Activity
The data are to be restated in full, exactly as presented.

Data section
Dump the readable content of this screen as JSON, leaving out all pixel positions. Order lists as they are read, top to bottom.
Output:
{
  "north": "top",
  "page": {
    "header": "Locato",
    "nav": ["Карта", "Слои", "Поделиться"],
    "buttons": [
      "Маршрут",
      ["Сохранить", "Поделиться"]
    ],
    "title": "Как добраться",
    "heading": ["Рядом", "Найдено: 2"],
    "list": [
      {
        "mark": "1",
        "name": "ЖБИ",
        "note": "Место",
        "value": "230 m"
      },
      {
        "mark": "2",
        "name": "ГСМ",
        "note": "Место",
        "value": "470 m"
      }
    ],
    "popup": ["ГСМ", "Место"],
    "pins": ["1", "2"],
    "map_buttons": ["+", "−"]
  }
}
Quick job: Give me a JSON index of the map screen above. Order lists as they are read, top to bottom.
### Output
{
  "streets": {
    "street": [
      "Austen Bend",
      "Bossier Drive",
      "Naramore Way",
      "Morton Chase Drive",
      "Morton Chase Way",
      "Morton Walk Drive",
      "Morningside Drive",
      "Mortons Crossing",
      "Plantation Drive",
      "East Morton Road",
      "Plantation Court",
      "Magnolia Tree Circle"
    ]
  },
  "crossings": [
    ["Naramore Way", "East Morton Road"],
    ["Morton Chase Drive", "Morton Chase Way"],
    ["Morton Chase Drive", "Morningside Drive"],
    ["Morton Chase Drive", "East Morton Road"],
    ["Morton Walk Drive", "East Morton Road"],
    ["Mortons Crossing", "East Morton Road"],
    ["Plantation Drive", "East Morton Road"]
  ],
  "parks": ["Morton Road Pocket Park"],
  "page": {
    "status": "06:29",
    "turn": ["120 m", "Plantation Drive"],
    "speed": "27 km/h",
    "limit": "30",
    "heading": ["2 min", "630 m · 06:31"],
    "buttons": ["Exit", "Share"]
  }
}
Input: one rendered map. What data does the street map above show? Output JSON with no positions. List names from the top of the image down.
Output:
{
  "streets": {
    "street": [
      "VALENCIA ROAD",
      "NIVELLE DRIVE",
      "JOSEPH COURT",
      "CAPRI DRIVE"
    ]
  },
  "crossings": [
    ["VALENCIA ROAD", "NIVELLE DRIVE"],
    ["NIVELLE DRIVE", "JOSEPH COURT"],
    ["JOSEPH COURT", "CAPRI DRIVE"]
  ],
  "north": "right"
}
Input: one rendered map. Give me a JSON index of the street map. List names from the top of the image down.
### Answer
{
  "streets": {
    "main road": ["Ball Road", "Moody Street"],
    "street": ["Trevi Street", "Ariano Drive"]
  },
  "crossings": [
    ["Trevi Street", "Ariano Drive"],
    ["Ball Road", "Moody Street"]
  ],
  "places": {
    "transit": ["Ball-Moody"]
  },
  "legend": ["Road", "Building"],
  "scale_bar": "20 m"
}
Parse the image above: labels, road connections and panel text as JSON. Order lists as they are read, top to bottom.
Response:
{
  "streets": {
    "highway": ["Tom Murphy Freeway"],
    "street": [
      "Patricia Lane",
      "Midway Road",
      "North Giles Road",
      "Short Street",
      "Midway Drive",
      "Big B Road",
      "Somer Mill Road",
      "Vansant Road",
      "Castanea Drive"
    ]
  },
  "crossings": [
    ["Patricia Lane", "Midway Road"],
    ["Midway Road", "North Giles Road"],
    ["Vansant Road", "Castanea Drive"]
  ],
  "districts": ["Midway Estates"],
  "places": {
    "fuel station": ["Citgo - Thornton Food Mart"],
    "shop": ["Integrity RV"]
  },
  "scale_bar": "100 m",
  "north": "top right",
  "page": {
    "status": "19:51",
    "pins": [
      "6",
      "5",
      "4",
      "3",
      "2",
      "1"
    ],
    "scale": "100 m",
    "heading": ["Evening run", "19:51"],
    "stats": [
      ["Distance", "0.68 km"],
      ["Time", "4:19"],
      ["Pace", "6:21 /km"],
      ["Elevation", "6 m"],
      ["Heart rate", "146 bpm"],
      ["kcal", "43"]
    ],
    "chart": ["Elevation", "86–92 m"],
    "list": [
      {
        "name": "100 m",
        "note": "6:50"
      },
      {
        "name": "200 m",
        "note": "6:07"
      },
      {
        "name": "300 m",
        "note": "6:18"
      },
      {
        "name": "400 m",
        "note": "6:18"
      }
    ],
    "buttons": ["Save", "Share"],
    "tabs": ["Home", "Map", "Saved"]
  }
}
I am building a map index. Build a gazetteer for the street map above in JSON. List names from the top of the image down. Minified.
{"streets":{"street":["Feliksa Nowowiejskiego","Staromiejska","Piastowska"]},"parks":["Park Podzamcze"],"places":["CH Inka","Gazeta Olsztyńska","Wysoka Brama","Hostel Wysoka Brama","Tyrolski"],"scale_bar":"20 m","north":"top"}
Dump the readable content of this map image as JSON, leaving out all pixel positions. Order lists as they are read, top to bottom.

Output of the exercise
Dump the readable content of this screen as JSON, leaving out all pixel positions. Order lists as they are read, top to bottom.
Output:
{
  "north": "top",
  "page": {
    "header": "Locato",
    "nav": ["Карта", "Слои", "Поделиться"],
    "buttons": [
      "Маршрут",
      ["Сохранить", "Поделиться"]
    ],
    "title": "Как добраться",
    "heading": ["Рядом", "Найдено: 2"],
    "list": [
      {
        "mark": "1",
        "name": "ЖБИ",
        "note": "Место",
        "value": "230 m"
      },
      {
        "mark": "2",
        "name": "ГСМ",
        "note": "Место",
        "value": "470 m"
      }
    ],
    "popup": ["ГСМ", "Место"],
    "pins": ["1", "2"],
    "map_buttons": ["+", "−"]
  }
}
Quick job: Give me a JSON index of the map screen above. Order lists as they are read, top to bottom.
### Output
{
  "streets": {
    "street": [
      "Austen Bend",
      "Bossier Drive",
      "Naramore Way",
      "Morton Chase Drive",
      "Morton Chase Way",
      "Morton Walk Drive",
      "Morningside Drive",
      "Mortons Crossing",
      "Plantation Drive",
      "East Morton Road",
      "Plantation Court",
      "Magnolia Tree Circle"
    ]
  },
  "crossings": [
    ["Naramore Way", "East Morton Road"],
    ["Morton Chase Drive", "Morton Chase Way"],
    ["Morton Chase Drive", "Morningside Drive"],
    ["Morton Chase Drive", "East Morton Road"],
    ["Morton Walk Drive", "East Morton Road"],
    ["Mortons Crossing", "East Morton Road"],
    ["Plantation Drive", "East Morton Road"]
  ],
  "parks": ["Morton Road Pocket Park"],
  "page": {
    "status": "06:29",
    "turn": ["120 m", "Plantation Drive"],
    "speed": "27 km/h",
    "limit": "30",
    "heading": ["2 min", "630 m · 06:31"],
    "buttons": ["Exit", "Share"]
  }
}
Input: one rendered map. What data does the street map above show? Output JSON with no positions. List names from the top of the image down.
Output:
{
  "streets": {
    "street": [
      "VALENCIA ROAD",
      "NIVELLE DRIVE",
      "JOSEPH COURT",
      "CAPRI DRIVE"
    ]
  },
  "crossings": [
    ["VALENCIA ROAD", "NIVELLE DRIVE"],
    ["NIVELLE DRIVE", "JOSEPH COURT"],
    ["JOSEPH COURT", "CAPRI DRIVE"]
  ],
  "north": "right"
}
Input: one rendered map. Give me a JSON index of the street map. List names from the top of the image down.
### Answer
{
  "streets": {
    "main road": ["Ball Road", "Moody Street"],
    "street": ["Trevi Street", "Ariano Drive"]
  },
  "crossings": [
    ["Trevi Street", "Ariano Drive"],
    ["Ball Road", "Moody Street"]
  ],
  "places": {
    "transit": ["Ball-Moody"]
  },
  "legend": ["Road", "Building"],
  "scale_bar": "20 m"
}
Parse the image above: labels, road connections and panel text as JSON. Order lists as they are read, top to bottom.
Response:
{
  "streets": {
    "highway": ["Tom Murphy Freeway"],
    "street": [
      "Patricia Lane",
      "Midway Road",
      "North Giles Road",
      "Short Street",
      "Midway Drive",
      "Big B Road",
      "Somer Mill Road",
      "Vansant Road",
      "Castanea Drive"
    ]
  },
  "crossings": [
    ["Patricia Lane", "Midway Road"],
    ["Midway Road", "North Giles Road"],
    ["Vansant Road", "Castanea Drive"]
  ],
  "districts": ["Midway Estates"],
  "places": {
    "fuel station": ["Citgo - Thornton Food Mart"],
    "shop": ["Integrity RV"]
  },
  "scale_bar": "100 m",
  "north": "top right",
  "page": {
    "status": "19:51",
    "pins": [
      "6",
      "5",
      "4",
      "3",
      "2",
      "1"
    ],
    "scale": "100 m",
    "heading": ["Evening run", "19:51"],
    "stats": [
      ["Distance", "0.68 km"],
      ["Time", "4:19"],
      ["Pace", "6:21 /km"],
      ["Elevation", "6 m"],
      ["Heart rate", "146 bpm"],
      ["kcal", "43"]
    ],
    "chart": ["Elevation", "86–92 m"],
    "list": [
      {
        "name": "100 m",
        "note": "6:50"
      },
      {
        "name": "200 m",
        "note": "6:07"
      },
      {
        "name": "300 m",
        "note": "6:18"
      },
      {
        "name": "400 m",
        "note": "6:18"
      }
    ],
    "buttons": ["Save", "Share"],
    "tabs": ["Home", "Map", "Saved"]
  }
}
I am building a map index. Build a gazetteer for the street map above in JSON. List names from the top of the image down. Minified.
{"streets":{"street":["Feliksa Nowowiejskiego","Staromiejska","Piastowska"]},"parks":["Park Podzamcze"],"places":["CH Inka","Gazeta Olsztyńska","Wysoka Brama","Hostel Wysoka Brama","Tyrolski"],"scale_bar":"20 m","north":"top"}
Dump the readable content of this map image as JSON, leaving out all pixel positions. Order lists as they are read, top to bottom.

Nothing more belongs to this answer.